| TASK |
Go through the listing below and return each line that includes "Firmino".

| THE DATA |
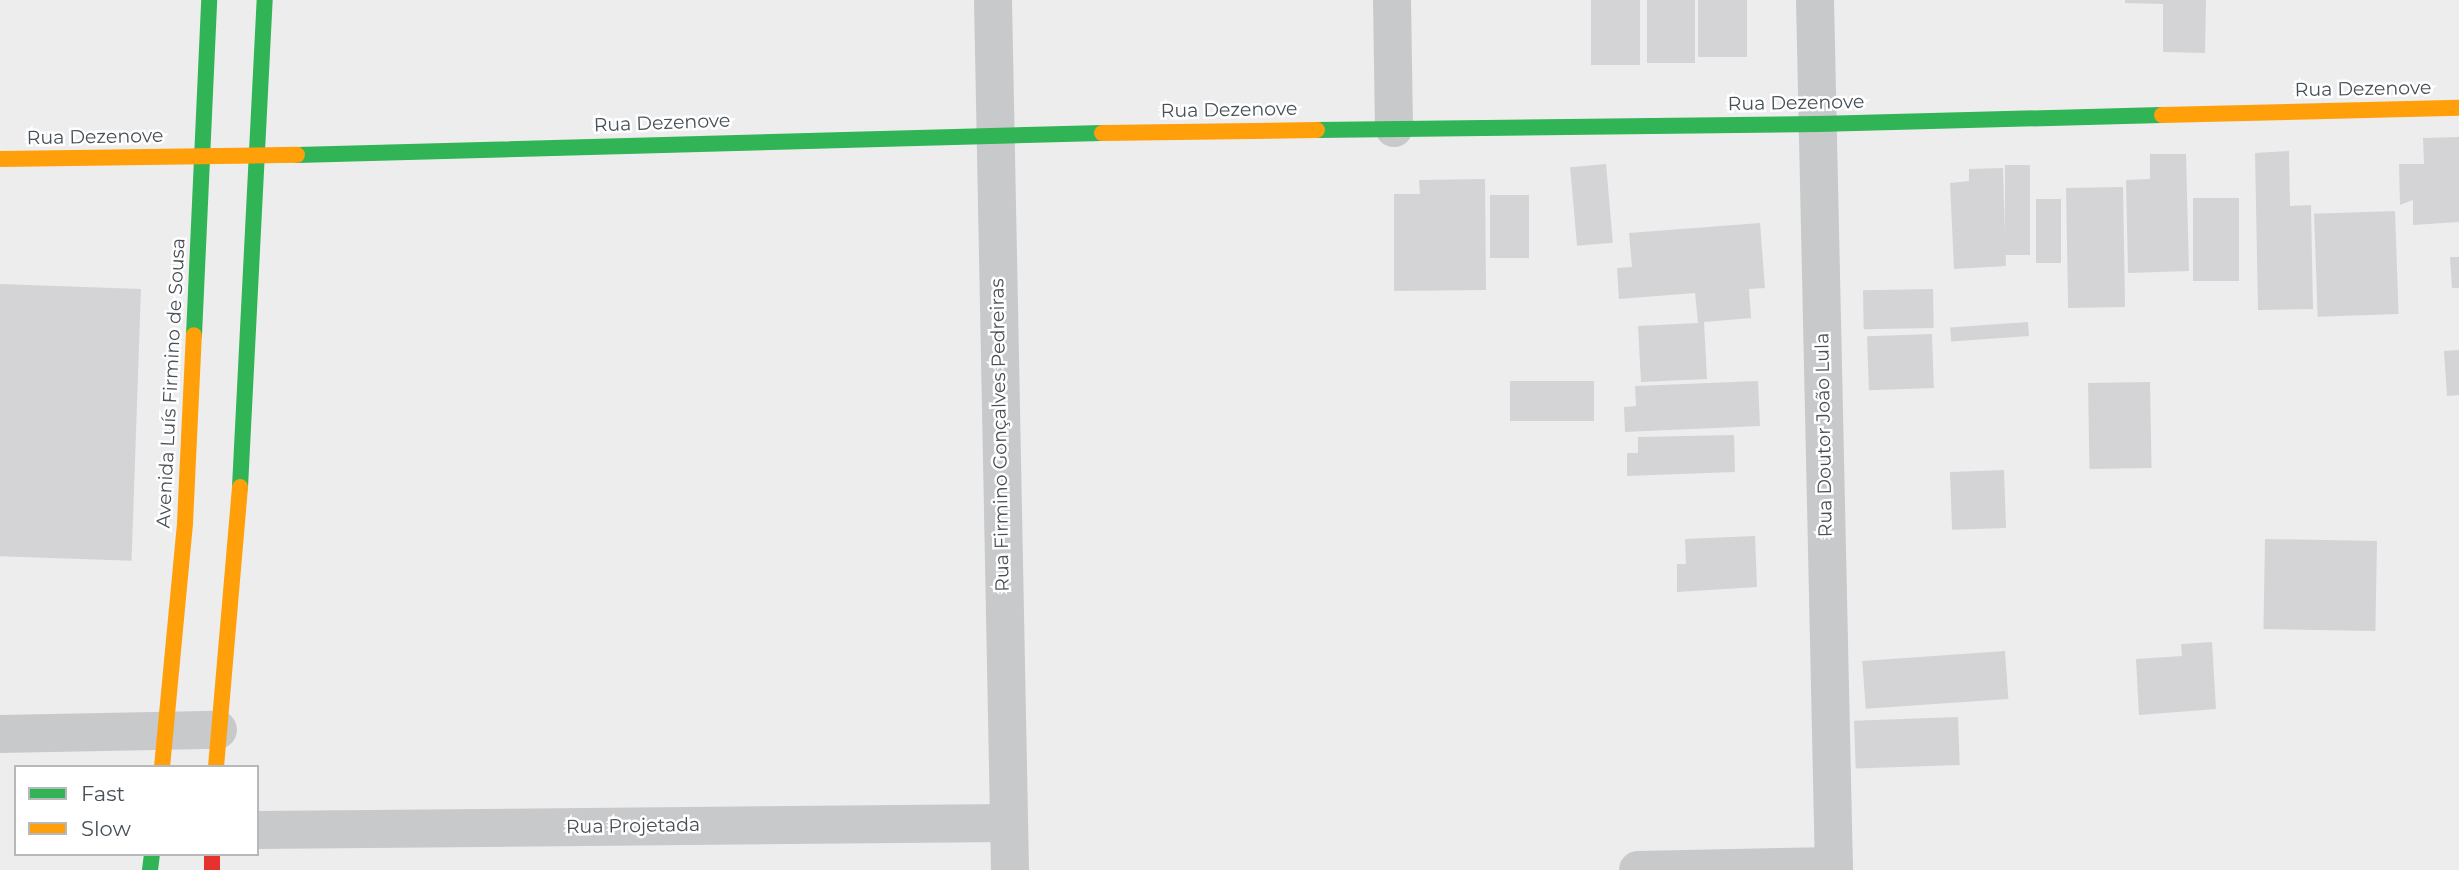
<!DOCTYPE html>
<html>
<head>
<meta charset="utf-8">
<style>
	body { margin:0 }
	#map { position:relative; width:2459px; height:870px; overflow:hidden; background:#eeeded; font-family:Montserrat,sans-serif }
	div>[style] { position:absolute }
	.building>* { inset:0; background:#d4d4d6; transform-origin:0 0 }
	.street>* { height:38px; margin:-19px; padding:0 19px; transform-origin:19px; border-radius:19px; background:#c8c9cb }
	.fast>* { height:16px; margin:-8px; padding:0 8px; transform-origin:8px; border-radius:8px; background:#30b455 }
	.slow>* { height:16px; margin:-8px; padding:0 8px; transform-origin:8px; border-radius:8px; background:#ff9f0a }
	.jam>* { height:16px; margin:-8px; padding:0 8px; transform-origin:8px; border-radius:8px; background:#e5322d }
	span { translate:-50% -50%; white-space:nowrap; text-align:center; line-height:1.15; -webkit-text-stroke:5px #fff; paint-order:stroke }
	.street-label { font-size:19px; color:#475057 }
	.legend { position:absolute; left:14px; top:765px; width:245px; height:91px; box-sizing:border-box; background:#fff; border:2px solid #b5b9bc; margin:0; padding:9px 12px; list-style:none; font-size:21px; color:#475057 }
	.legend li { display:flex; align-items:center; gap:14px; height:35px }
	.legend b { width:35px; border:2px solid #b5b9bc }
</style>
</head>
<body>
<div id="map">
	<div class="building">
		<i style="left:1591px;top:0;width:49px;height:65px"></i>
		<i style="left:1647px;top:0;width:48px;height:63px"></i>
		<i style="left:1698px;top:0;width:49px;height:57px"></i>
		<i style="clip-path:polygon(2125px 0,2206px 0,2205px 53px,2163px 52px,2163px 4px,2125px 3px)"></i>
		<i style="clip-path:polygon(2459px 137px,2459px 222px,2413px 225px,2413px 200px,2400px 205px,2399px 164px,2424px 164px,2423px 138px)"></i>
		<i style="clip-path:polygon(2289px 151px,2290px 206px,2311px 205px,2313px 309px,2258px 310px,2255px 153px)"></i>
		<i style="clip-path:polygon(2150px 154px,2186px 154px,2189px 271px,2128px 273px,2126px 180px,2150px 179px)"></i>
		<i style="left:1606px;top:164px;width:79px;height:36px;rotate:85deg"></i>
		<i style="left:2005px;top:165px;width:25px;height:90px"></i>
		<i style="clip-path:polygon(2003px 168px,2006px 266px,1954px 269px,1950px 183px,1969px 181px,1969px 169px)"></i>
		<i style="clip-path:polygon(1485px 179px,1486px 290px,1394px 291px,1394px 194px,1420px 194px,1419px 180px)"></i>
		<i style="left:2123px;top:187px;width:120px;height:57px;rotate:89deg"></i>
		<i style="left:1490px;top:195px;width:39px;height:63px"></i>
		<i style="left:2193px;top:198px;width:46px;height:83px"></i>
		<i style="left:2061px;top:199px;width:64px;height:25px;rotate:90deg"></i>
		<i style="left:2395px;top:211px;width:103px;height:81px;rotate:88deg"></i>
		<i style="clip-path:polygon(1760px 223px,1765px 288px,1749px 289px,1751px 318px,1704px 322px,1707px 379px,1641px 382px,1638px 326px,1698px 323px,1695px 293px,1619px 299px,1617px 268px,1632px 267px,1629px 233px)"></i>
		<i style="clip-path:polygon(2450px 257px,2459px 257px,2459px 288px,2452px 288px)"></i>
		<i style="left:141px;top:289px;width:272px;height:141px;rotate:92deg"></i>
		<i style="left:1933px;top:289px;width:39px;height:70px;rotate:89deg"></i>
		<i style="left:2028px;top:322px;width:14px;height:78px;rotate:86deg"></i>
		<i style="left:1932px;top:334px;width:54px;height:65px;rotate:88deg"></i>
		<i style="clip-path:polygon(2459px 350px,2459px 395px,2447px 396px,2444px 351px)"></i>
		<i style="left:1510px;top:381px;width:84px;height:40px"></i>
		<i style="clip-path:polygon(1758px 381px,1760px 426px,1625px 432px,1624px 407px,1636px 406px,1635px 386px)"></i>
		<i style="left:2150px;top:382px;width:86px;height:62px;rotate:89deg"></i>
		<i style="clip-path:polygon(1734px 435px,1735px 472px,1627px 476px,1627px 453px,1638px 453px,1638px 437px)"></i>
		<i style="left:2004px;top:470px;width:58px;height:54px;rotate:88deg"></i>
		<i style="clip-path:polygon(1755px 536px,1757px 587px,1677px 592px,1677px 564px,1686px 564px,1685px 539px)"></i>
		<i style="left:2265px;top:539px;width:112px;height:90px;rotate:1deg"></i>
		<i style="clip-path:polygon(2212px 642px,2216px 709px,2139px 715px,2136px 659px,2182px 656px,2181px 644px)"></i>
		<i style="left:2005px;top:651px;width:48px;height:143px;rotate:86deg"></i>
		<i style="left:1958px;top:717px;width:48px;height:104px;rotate:88deg"></i>
	</div>
	<div class="street">
		<i style="left:993px;top:0;width:870px;rotate:88.88deg"></i>
		<i style="left:1392px;top:0;width:128px;rotate:89.1deg"></i>
		<i style="left:1815px;top:0;width:870px;rotate:88.75deg"></i>
		<i style="left:0;top:734px;width:218px;rotate:-1.1deg"></i>
		<i style="left:257px;top:830px;width:751px;rotate:-0.53deg"></i>
		<i style="left:1638px;top:870px;width:196px;rotate:-1.2deg"></i>
	</div>
	<div class="fast">
		<i style="left:1317px;top:130px;width:501px;rotate:-0.69deg"></i>
		<i style="left:1818px;top:124px;width:344px;rotate:-1.5deg"></i>
		<i style="left:297px;top:155px;width:805px;rotate:-1.57deg"></i>
		<i style="left:194px;top:335px;width:335px;rotate:-87.4deg"></i>
		<i style="left:240px;top:487px;width:488px;rotate:-87.1deg"></i>
		<i style="left:150px;top:870px;width:16px;rotate:-83deg"></i>
	</div>
	<div class="slow">
		<i style="left:2162px;top:115px;width:297px;rotate:-1.4deg"></i>
		<i style="left:1102px;top:133px;width:215px;rotate:-0.8deg"></i>
		<i style="left:0;top:159px;width:297px;rotate:-0.8deg"></i>
		<i style="left:162px;top:767px;width:245px;rotate:-84.6deg"></i>
		<i style="left:185px;top:523px;width:188px;rotate:-87.3deg"></i>
		<i style="left:216px;top:767px;width:281px;rotate:-85.1deg"></i>
	</div>
	<div class="jam">
		<i style="left:212px;top:854px;width:16px;rotate:90deg"></i>
	</div>
	<div class="street-label">
		<span style="left:2363px;top:89px;rotate:-1deg">Rua Dezenove</span>
		<span style="left:1796px;top:103px;rotate:-1deg">Rua Dezenove</span>
		<span style="left:1229px;top:110px;rotate:-1deg">Rua Dezenove</span>
		<span style="left:662px;top:123px;rotate:-2deg">Rua Dezenove</span>
		<span style="left:95px;top:137px;rotate:-1deg">Rua Dezenove</span>
		<span style="left:171px;top:383px;rotate:-87deg">Avenida Luís Firmino de Sousa</span>
		<span style="left:1000px;top:435px;rotate:-91deg">Rua Firmino Gonçalves Pedreiras</span>
		<span style="left:1824px;top:435px;rotate:-91deg">Rua Doutor João Lula</span>
		<span style="left:633px;top:826px;rotate:-1deg">Rua Projetada</span>
	</div>
	<ul class="legend">
	<li><b style="height:9px;background:#30b455"></b>Fast</li>
	<li><b style="height:9px;background:#ff9f0a"></b>Slow</li>
	</ul>
</div>
</body>
</html>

| PROBLEM SOLUTION |
		<span style="left:171px;top:383px;rotate:-87deg">Avenida Luís Firmino de Sousa</span>
		<span style="left:1000px;top:435px;rotate:-91deg">Rua Firmino Gonçalves Pedreiras</span>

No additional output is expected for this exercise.